Под пьяную руку Фома Павлыч непременно кому-нибудь завидовал – то немцу Адаму Адамычу, у которого прожил в учениках шесть лет, то дяде Василию, который получает жалованье, как чиновник, то деревенским мужикам, которые живут помещиками…
– Сережка, ведь лучше в деревне… а?
– Лучше…
– Вот то-то… Это только название, что мужик. А как он живет-то, этот самый мужик?
– Всяко живут, Фома Павлыч… Разные мужики бывают. Которые совсем хорошо, которые ровненько, а которые и совсем худо.
– Худо? А сколько ден в году твой мужик работает? Только летом, и то с передышкой… Обсеялись – жди страды, отстрадовали – лежи целую зиму на печи. Ну, съездит помолотить, на мельницу, за дровами там – только и всего. Мы-то вот целый год дохнем над работой, а мужику что… Брошу я свою мастерскую и уеду в деревню жить. Будет у меня пашенка, лошаденка, коровенка, огородишко… главное – все свое. Никому Тренькин не обязан… Так, Сережка? Дядя-то Василий правду говорит, что мы есть самые пропащие люди. Денег зарабатываем бугры, а какая цена нашим деньгам: что нажил, то и прожил, а у самого опять ничего.
Иногда заходил дядя Василий. Он тоже немного выпивал в праздник и любил поговорить о деревне и правильной жизни. Выпивши, дядя Василий непременно начинал жалеть свою Шурку и даже плакал. С Сережкой он держал себя строго и спрашивал каждый раз Фому Павлыча:
– Ну, как мой племяш? Не балует?..
Все почему-то не доверяли Сережке и ждали, что вот-вот он выкинет какую-нибудь штуку. Эти подозрения скоро оправдались. Подметила дело своим бабьим глазом Парасковья Ивановна. В углу на печи начали появляться корки черного хлеба. Потом они исчезали. Парасковья Ивановна принялась выслеживать Сережку и скоро открыла припрятанные им сухари.
– Это он себе на дорогу готовит, – сообразила она. – Ах, прокурат… Уж эти тихонькие!..
Дальше открыла она, что Сережка устроил себе из старой рубахи и разного тряпья настоящую котомку. Когда Сережка укладывался спать, она потихоньку приносила эту котомку и показывала мужу.
– Что же, правильно, – сообразил Фома Павлыч. – Провиант есть… Теперь остается только забрать спичек и нож… Без этого невозможно… Малый-то серьезный.
Приготовлялся Сережка к бегству очень медленно, почти всю зиму. Он уносил из-за еды по кусочку хлеба и сушил на печке. А потом, как говорил Фома Павлыч, явилась коробка шведских спичек. Мать оставила Сережке пятак, и он стратил на спичку «родную копейку». Все дело оставалось в ноже. На четыре копейки его не купишь, а украсть нехорошо.

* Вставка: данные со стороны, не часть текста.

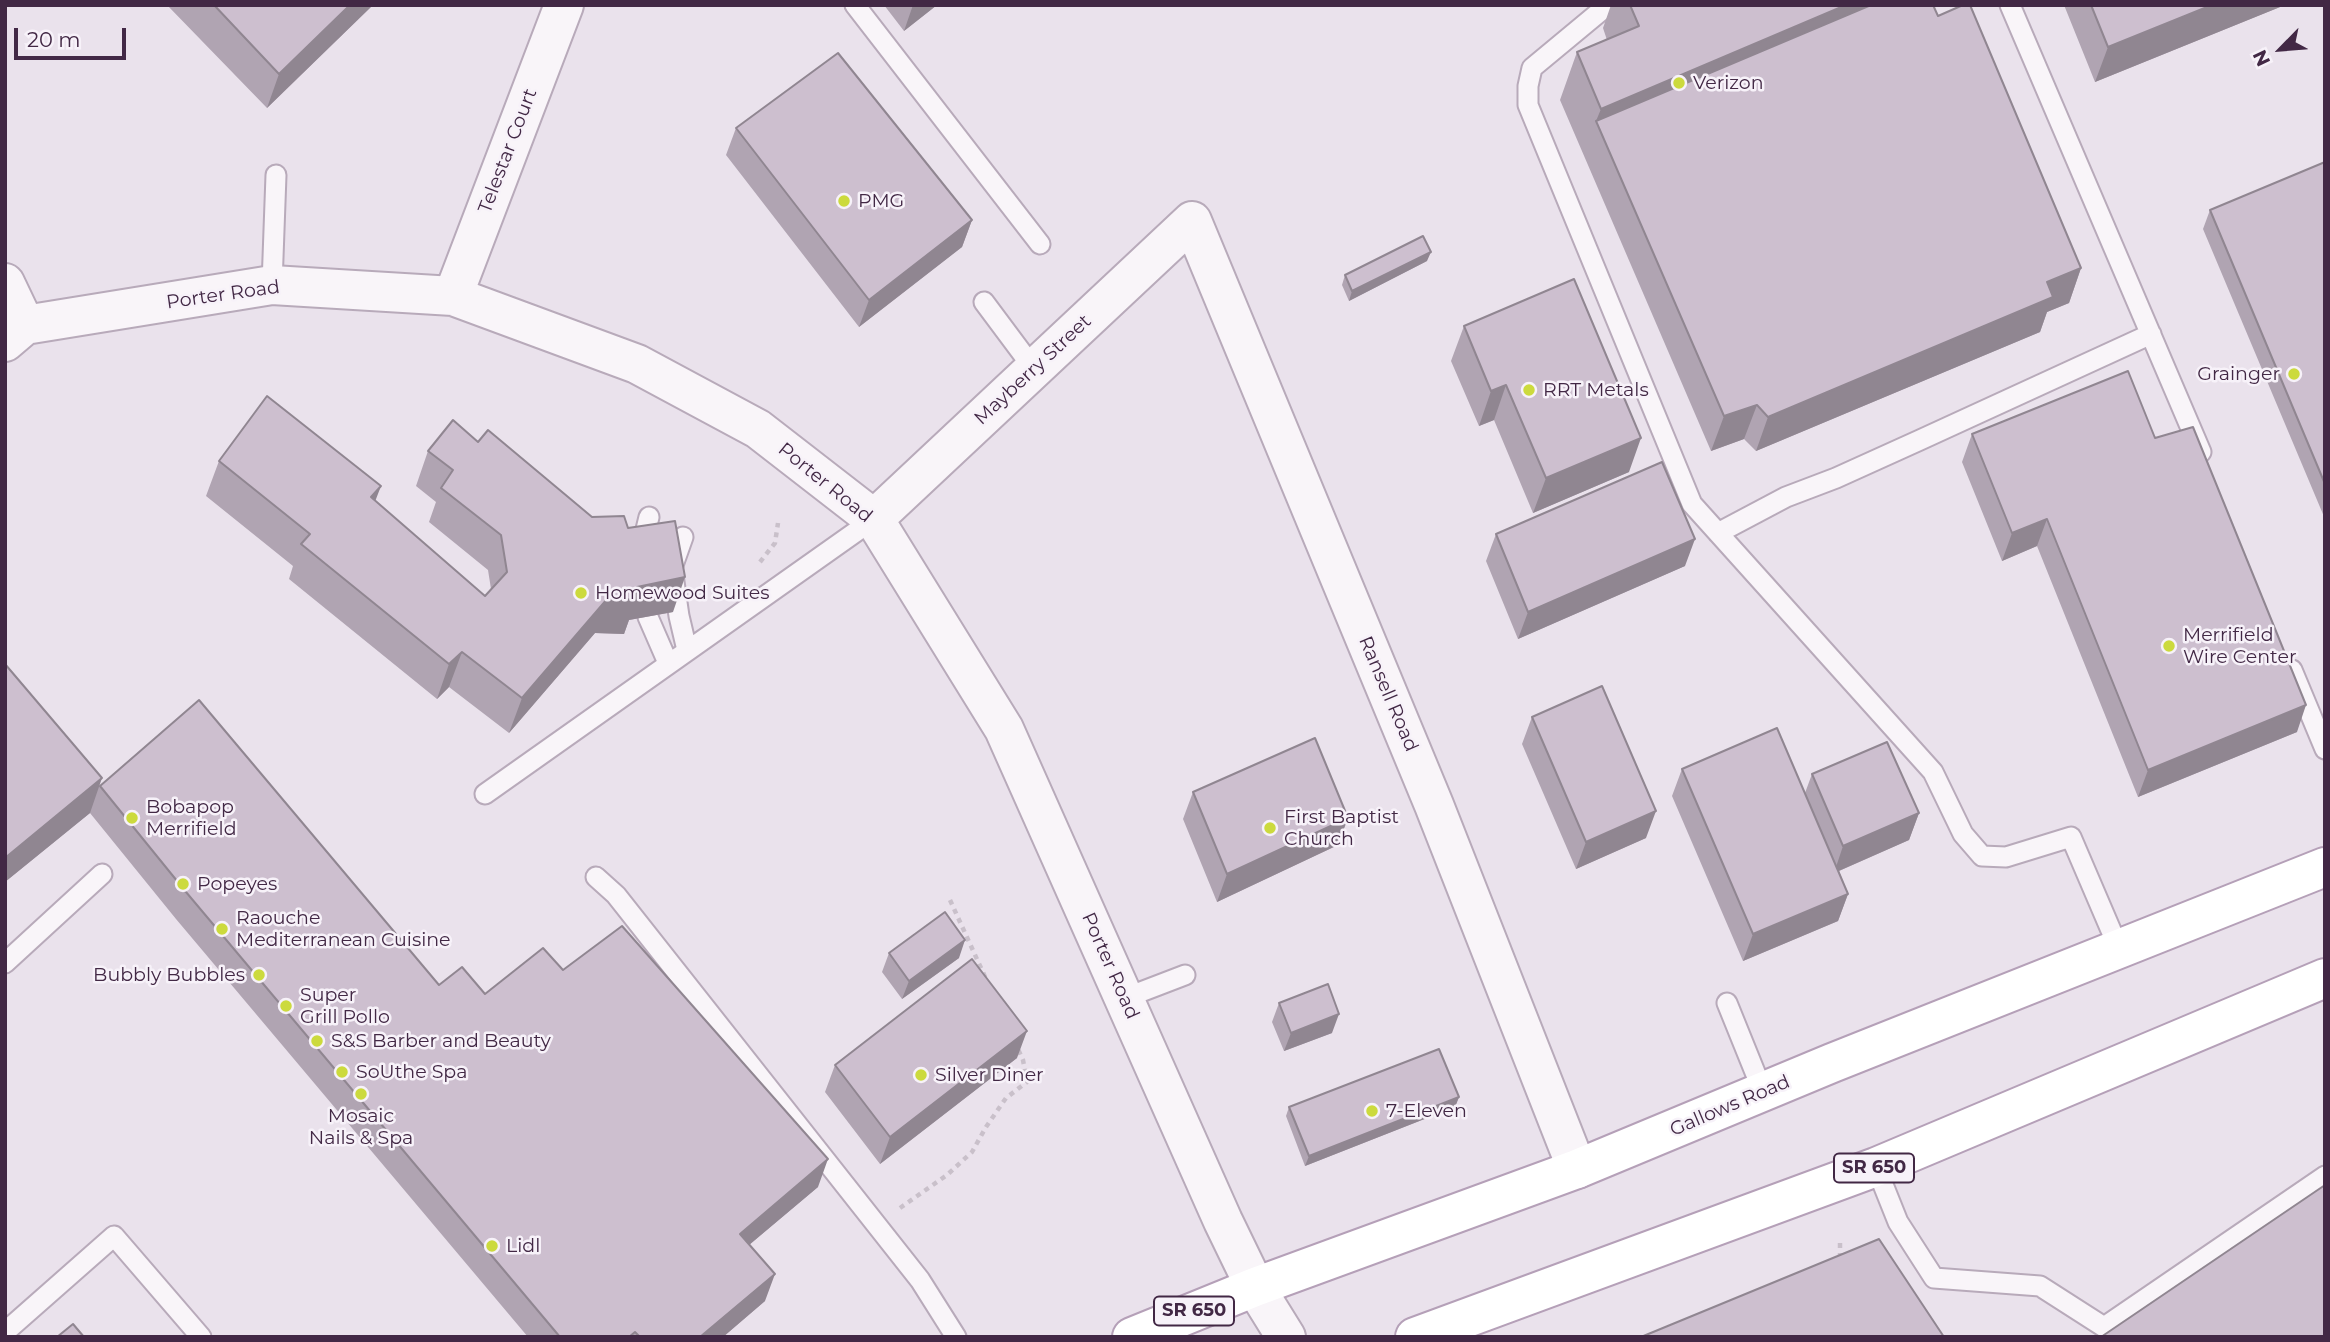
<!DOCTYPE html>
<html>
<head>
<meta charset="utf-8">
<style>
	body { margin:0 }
	#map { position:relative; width:2330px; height:1342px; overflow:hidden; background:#eae2ec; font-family:Montserrat,sans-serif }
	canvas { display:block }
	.frame { position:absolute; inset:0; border:7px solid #422845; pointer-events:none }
	.north { position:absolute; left:2246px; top:14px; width:70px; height:70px; -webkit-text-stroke:5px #f7f2f9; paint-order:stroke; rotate:245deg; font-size:19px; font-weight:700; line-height:28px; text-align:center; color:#422845 }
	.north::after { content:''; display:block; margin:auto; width:24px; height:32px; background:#422845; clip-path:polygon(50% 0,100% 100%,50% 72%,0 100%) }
	.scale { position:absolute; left:14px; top:28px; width:112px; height:32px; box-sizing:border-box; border:4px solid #422845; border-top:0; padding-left:9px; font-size:21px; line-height:24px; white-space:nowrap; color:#422845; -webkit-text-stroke:5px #f7f2f9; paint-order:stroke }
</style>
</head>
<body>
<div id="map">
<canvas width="2330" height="1342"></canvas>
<div class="frame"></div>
<div class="north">N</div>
<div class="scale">20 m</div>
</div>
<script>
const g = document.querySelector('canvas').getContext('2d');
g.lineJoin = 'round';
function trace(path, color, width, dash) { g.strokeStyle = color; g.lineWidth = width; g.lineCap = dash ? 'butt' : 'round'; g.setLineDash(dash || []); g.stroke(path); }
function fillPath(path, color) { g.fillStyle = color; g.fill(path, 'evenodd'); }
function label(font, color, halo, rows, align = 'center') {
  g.font = font + ' Montserrat,sans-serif'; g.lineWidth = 5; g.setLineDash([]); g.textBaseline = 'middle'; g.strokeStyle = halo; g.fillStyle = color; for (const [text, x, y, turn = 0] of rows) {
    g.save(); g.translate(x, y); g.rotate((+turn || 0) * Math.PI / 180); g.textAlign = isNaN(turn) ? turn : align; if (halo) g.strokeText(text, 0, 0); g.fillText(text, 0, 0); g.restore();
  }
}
const service = new Path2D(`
	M 855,5 L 1040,244
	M 1608,5 L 1532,68 L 1528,86 L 1528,105 L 1692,504 L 1933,772 L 1963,834 L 1982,856 L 2006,857 L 2071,837 L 2119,949
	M 2010,5 L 2201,452
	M 272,285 L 276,175
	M 984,302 L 1034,369
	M 1718,533 L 1786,497 L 1836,478 L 1920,440 L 2151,334
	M 683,537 L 672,568 L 679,616 L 687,650
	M 641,550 L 649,517
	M 648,617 L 668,663
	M 2292,670 L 2325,749
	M 485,794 L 874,519
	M 596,877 L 616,895 L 920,1280 L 956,1337
	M 5,963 L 102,874
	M 1125,998 L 1185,975
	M 1727,1003 L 1763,1092
	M 1876,1167 L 1898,1222 L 1934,1278 L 2040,1286 L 2104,1327 L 2325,1176
	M 5,1332 L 114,1236 L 201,1337`);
const minor = new Path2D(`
	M 5,283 L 25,325
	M 453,296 L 564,5
	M 5,342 L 25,325 L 272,285 L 453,296 L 637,364 L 758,429 L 874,519 L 1004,729 L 1223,1221 L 1255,1287
	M 874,519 L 1192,221 L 1434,805 L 1577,1169`);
const tertiary = new Path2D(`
	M 1255,1287 L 1286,1337`);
const primary = new Path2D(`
	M 1132,1337 L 1255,1287 L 1577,1169 L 1832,1063 L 2325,867
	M 1415,1337 L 1876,1167 L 2325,978`);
trace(service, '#b8aaba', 23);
trace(minor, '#b8aaba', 42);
trace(tertiary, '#b8aaba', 42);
trace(primary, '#b5a0b8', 42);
trace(new Path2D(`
	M 760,562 L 775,543 L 778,523
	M 950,900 L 986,979
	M 900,1208 L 947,1175 L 972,1152 L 986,1127 L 1006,1098 L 1027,1082 L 1023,1060 L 1017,1047
	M 1840,1258 L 1840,1238`), '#c9c0ca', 4.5, [5, 5]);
trace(service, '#f9f5f9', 19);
trace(minor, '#f9f5f9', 38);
trace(tertiary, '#f9f5f9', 38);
trace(primary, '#fff', 38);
fillPath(new Path2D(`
	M 167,5 L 373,5 L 267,108 Z
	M 884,5 L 937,5 L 904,31 Z
	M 1611,5 L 1933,5 L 1938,16 L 2081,268 L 2069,303 L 2047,312 L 2040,332 L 1756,451 L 1744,439 L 1711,451 L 1560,100 L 1577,52 L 1607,40 L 1603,28 Z
	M 2064,5 L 2285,5 L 2095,82 Z
	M 736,128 L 972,220 L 962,247 L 859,327 L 726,155 Z
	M 2325,162 L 2325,519 L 2203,229 L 2210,210 Z
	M 1427,261 L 1349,301 L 1342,285 L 1345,275 Z
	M 1464,326 L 1629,472 L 1533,513 L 1494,420 L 1479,426 L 1451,361 Z
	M 1972,434 L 2155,438 L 2297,732 L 2138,797 L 2037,546 L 2002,561 L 1962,462 Z
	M 478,442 L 592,517 L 628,528 L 673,612 L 629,620 L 624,634 L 595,633 L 509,733 L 449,687 L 437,699 L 289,579 L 293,566 L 206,496 L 219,461 L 375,501 L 485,596 L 491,589 L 488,570 L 429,522 L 436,502 L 416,486 L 428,451 Z
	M 1496,534 L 1685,566 L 1518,639 L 1486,561 Z
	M 5,664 L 100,786 L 439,985 L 485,994 L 563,970 L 818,1187 L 749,1245 L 765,1301 L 723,1337 L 528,1337 L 176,919 L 90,813 L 5,882 Z
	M 1532,717 L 1646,838 L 1576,869 L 1522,744 Z
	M 1682,769 L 1805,793 L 1812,774 L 1919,813 L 1909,840 L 1839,871 L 1848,894 L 1838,921 L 1743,961 L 1672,796 Z
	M 1193,792 L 1338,845 L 1217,902 L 1183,819 Z
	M 889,953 L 959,958 L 902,999 L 882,972 Z
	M 1279,1003 L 1332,1033 L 1284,1051 L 1272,1022 Z
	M 1017,1058 L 880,1164 L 825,1092 L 835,1065 Z
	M 1459,1097 L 1455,1107 L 1305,1166 L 1286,1116 L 1289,1107 Z`), '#b0a4b2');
fillPath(new Path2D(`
	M 350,5 L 373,5 L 267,108 L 279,74 Z
	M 913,5 L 937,5 L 904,31 Z
	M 1846,5 L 1920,5 L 1596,121 L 1601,109 Z
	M 2212,5 L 2285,5 L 2095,82 L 2108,47 Z
	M 972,220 L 962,247 L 859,327 L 869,300 Z
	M 1431,252 L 1427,261 L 1349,301 L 1352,291 Z
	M 2081,268 L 2069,303 L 2047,312 L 2040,332 L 1756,451 L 1768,417 L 2047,282 Z
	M 1506,385 L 1494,420 L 1479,426 L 1491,391 Z
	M 1757,405 L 1744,439 L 1711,451 L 1724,416 Z
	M 1641,438 L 1629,472 L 1533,513 L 1546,478 Z
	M 381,486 L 368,520 L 371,497 Z
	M 2047,519 L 2037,546 L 2002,561 L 2012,533 Z
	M 1695,539 L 1685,566 L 1518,639 L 1528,612 Z
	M 685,577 L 673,612 L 629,620 L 624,634 L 595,633 L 509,733 L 522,698 L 608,598 L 637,587 Z
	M 462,652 L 449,687 L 437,699 L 449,664 Z
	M 2306,705 L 2297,732 L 2138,797 L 2148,770 Z
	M 102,778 L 90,813 L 5,882 L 5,858 Z
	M 1656,811 L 1646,838 L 1576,869 L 1586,842 Z
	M 1919,813 L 1909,840 L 1834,873 L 1843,846 Z
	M 1348,818 L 1338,845 L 1217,902 L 1227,874 Z
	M 1848,894 L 1838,921 L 1743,961 L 1753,934 Z
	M 965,940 L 959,958 L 902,999 L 909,981 Z
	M 1339,1014 L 1332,1033 L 1284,1051 L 1291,1033 Z
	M 1027,1031 L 1017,1058 L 880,1164 L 890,1137 Z
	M 1459,1097 L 1455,1107 L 1305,1166 L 1309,1156 Z
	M 828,1159 L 818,1187 L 730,1261 L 740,1234 Z
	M 775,1274 L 765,1301 L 723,1337 L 700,1337 Z`), '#908691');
const building = new Path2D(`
	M 214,5 L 350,5 L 279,74 Z
	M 1630,5 L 1846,5 L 1601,109 L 1577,52 L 1639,26 Z
	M 1871,5 L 1933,5 L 1938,16 L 1963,5 L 1970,5 L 2081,268 L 2047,282 L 2053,297 L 1768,417 L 1757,405 L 1724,416 L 1596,121 Z
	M 2091,5 L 2212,5 L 2108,47 Z
	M 838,53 L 972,220 L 869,300 L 736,128 Z
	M 2325,162 L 2325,484 L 2210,210 Z
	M 1423,236 L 1431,252 L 1352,291 L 1345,275 Z
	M 1574,279 L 1641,438 L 1546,478 L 1506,385 L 1491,391 L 1464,326 Z
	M 2128,371 L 2155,438 L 2193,427 L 2306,705 L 2148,770 L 2047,519 L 2012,533 L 1972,434 Z
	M 267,396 L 381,486 L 371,497 L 485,596 L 507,572 L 501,535 L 441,488 L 453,470 L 428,451 L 453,420 L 478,442 L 488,430 L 592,517 L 624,516 L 628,528 L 675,521 L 685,577 L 637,587 L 636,600 L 608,598 L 522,698 L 462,652 L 449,664 L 301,544 L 310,534 L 219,461 Z
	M 1662,462 L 1695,539 L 1528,612 L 1496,534 Z
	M 5,664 L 102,778 L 5,858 Z
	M 1602,686 L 1656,811 L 1586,842 L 1532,717 Z
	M 199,700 L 439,985 L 462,967 L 485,994 L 543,948 L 563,970 L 622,926 L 828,1159 L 740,1234 L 775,1274 L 700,1337 L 640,1337 L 635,1332 L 629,1337 L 560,1337 L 186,892 L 100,786 Z
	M 1777,728 L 1848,894 L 1753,934 L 1682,769 Z
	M 1315,738 L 1348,818 L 1227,874 L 1193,792 Z
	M 1887,742 L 1919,813 L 1843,846 L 1812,774 Z
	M 945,912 L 965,940 L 909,981 L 889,953 Z
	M 972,959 L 1027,1031 L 890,1137 L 835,1065 Z
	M 1328,984 L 1339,1014 L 1291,1033 L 1279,1003 Z
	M 1439,1049 L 1459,1097 L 1309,1156 L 1289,1107 Z
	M 2325,1185 L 2325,1337 L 2101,1337 Z
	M 1879,1239 L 1944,1337 L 1641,1337 Z
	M 73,1324 L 84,1337 L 57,1337 Z`);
fillPath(building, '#cdbfcf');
trace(building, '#908691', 2);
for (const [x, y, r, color] of [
	[1679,83,7,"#ccda3d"],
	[844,201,7,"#ccda3d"],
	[2294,374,7,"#ccda3d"],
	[1529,390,7,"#ccda3d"],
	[581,593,7,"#ccda3d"],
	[2169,646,7,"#ccda3d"],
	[132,818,7,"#ccda3d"],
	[1270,828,7,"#ccda3d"],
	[183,884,7,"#ccda3d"],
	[222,929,7,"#ccda3d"],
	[259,975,7,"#ccda3d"],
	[286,1006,7,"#ccda3d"],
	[317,1041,7,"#ccda3d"],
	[342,1072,7,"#ccda3d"],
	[921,1075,7,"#ccda3d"],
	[361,1094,7,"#ccda3d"],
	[1372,1111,7,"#ccda3d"],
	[492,1246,7,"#ccda3d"]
]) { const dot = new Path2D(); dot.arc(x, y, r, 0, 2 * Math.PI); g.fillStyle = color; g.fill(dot); trace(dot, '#f7f2f9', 2.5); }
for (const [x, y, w] of [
	[1874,1168,80],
	[1194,1311,80]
]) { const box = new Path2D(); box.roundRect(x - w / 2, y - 14.5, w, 29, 5); g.fillStyle = '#f7f2f9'; g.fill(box); trace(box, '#422845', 2); }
label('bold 18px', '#422845', null, [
	["SR 650",1874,1168],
	["SR 650",1194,1311]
]);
label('19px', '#422845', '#f7f2f9', [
	["Verizon",1693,83],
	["PMG",858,201],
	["Grainger",2280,374,"right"],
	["RRT Metals",1543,390],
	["Homewood Suites",595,593],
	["Merrifield",2183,635],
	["Wire Center",2183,657],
	["Bobapop",146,807],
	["Merrifield",146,829],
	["First Baptist",1284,817],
	["Church",1284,839],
	["Popeyes",197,884],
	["Raouche",236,918],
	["Mediterranean Cuisine",236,940],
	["Bubbly Bubbles",245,975,"right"],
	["Super",300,995],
	["Grill Pollo",300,1017],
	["S&S Barber and Beauty",331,1041],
	["SoUthe Spa",356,1072],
	["Silver Diner",935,1075],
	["7-Eleven",1386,1111],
	["Mosaic",361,1116,"center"],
	["Nails & Spa",361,1138,"center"],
	["Lidl",506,1246]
], 'left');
label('19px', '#422845', '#f7f2f9', [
	["Telestar Court",508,151,-69],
	["Porter Road",223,295,-8],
	["Mayberry Street",1033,370,-43],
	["Porter Road",825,483,39],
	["Ransell Road",1388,694,67],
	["Porter Road",1110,966,66],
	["Gallows Road",1730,1106,-23]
]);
</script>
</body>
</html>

– Ну, как нож положит в котомку, тогда его и накроем, – решил Фома Павлыч. – Закон требует порядку… Ежеминутно.
Около масленицы в котомке появился и нож.
– Шабаш, брат! – заявил Фома Павлыч. – Теперь надо будет позвать дядю Василия. Его дело… Мы его не обижали.
В решительную минуту Катерина Ивановна невольно пожалела Сережку. Дядя Василий бить будет.
Роковой день наступил. Это было как раз воскресенье перед масленицей. Позвали дядю Василия. Парасковья Ивановна принесла котомку, к которой уже были пришиты ременные лямки.
– Это что такое? – громко спросил дядя Василий.
Сережка даже весь побелел и только взглянул с немым укором на Парасковью Ивановну.
Расправа произошла тут же, в мастерской. Дядя Василий больно прибил Сережку, а потом высек. Рыжий Ванька помогал ему от чистого сердца. Сережка даже не кричал, а только мычал от боли.
– Я тебя выучу, змееныш! – кричал дядя Василий, не помня себя от злости. – Тебе добра хотят, а ты что затеял?!
Он опять хотел бить Сережку, но вступилась Парасковья Ивановна и не дала.
– Поучили, и будет, – уговаривала она, удерживая дядю Василия. – Мал еще, ну и глупит… Мы свое думаем, а он свое.
V
– Что бы тогда, Сережка?
Сережка осторожно оглядывался и шептал:
– А мы бы убегли с тобой!.. Видела котомку у мамки моей? Вот такую же котомку бы сделали, наложили бы сухарей да по машине бы и пошли… Я знаю дорогу. Прямо бы в свою деревню ушли… А там спрятались бы в бане… Потом я пошел бы к дяде Якову. У него три лошади… Вот как бы ты выправилась в деревне-то!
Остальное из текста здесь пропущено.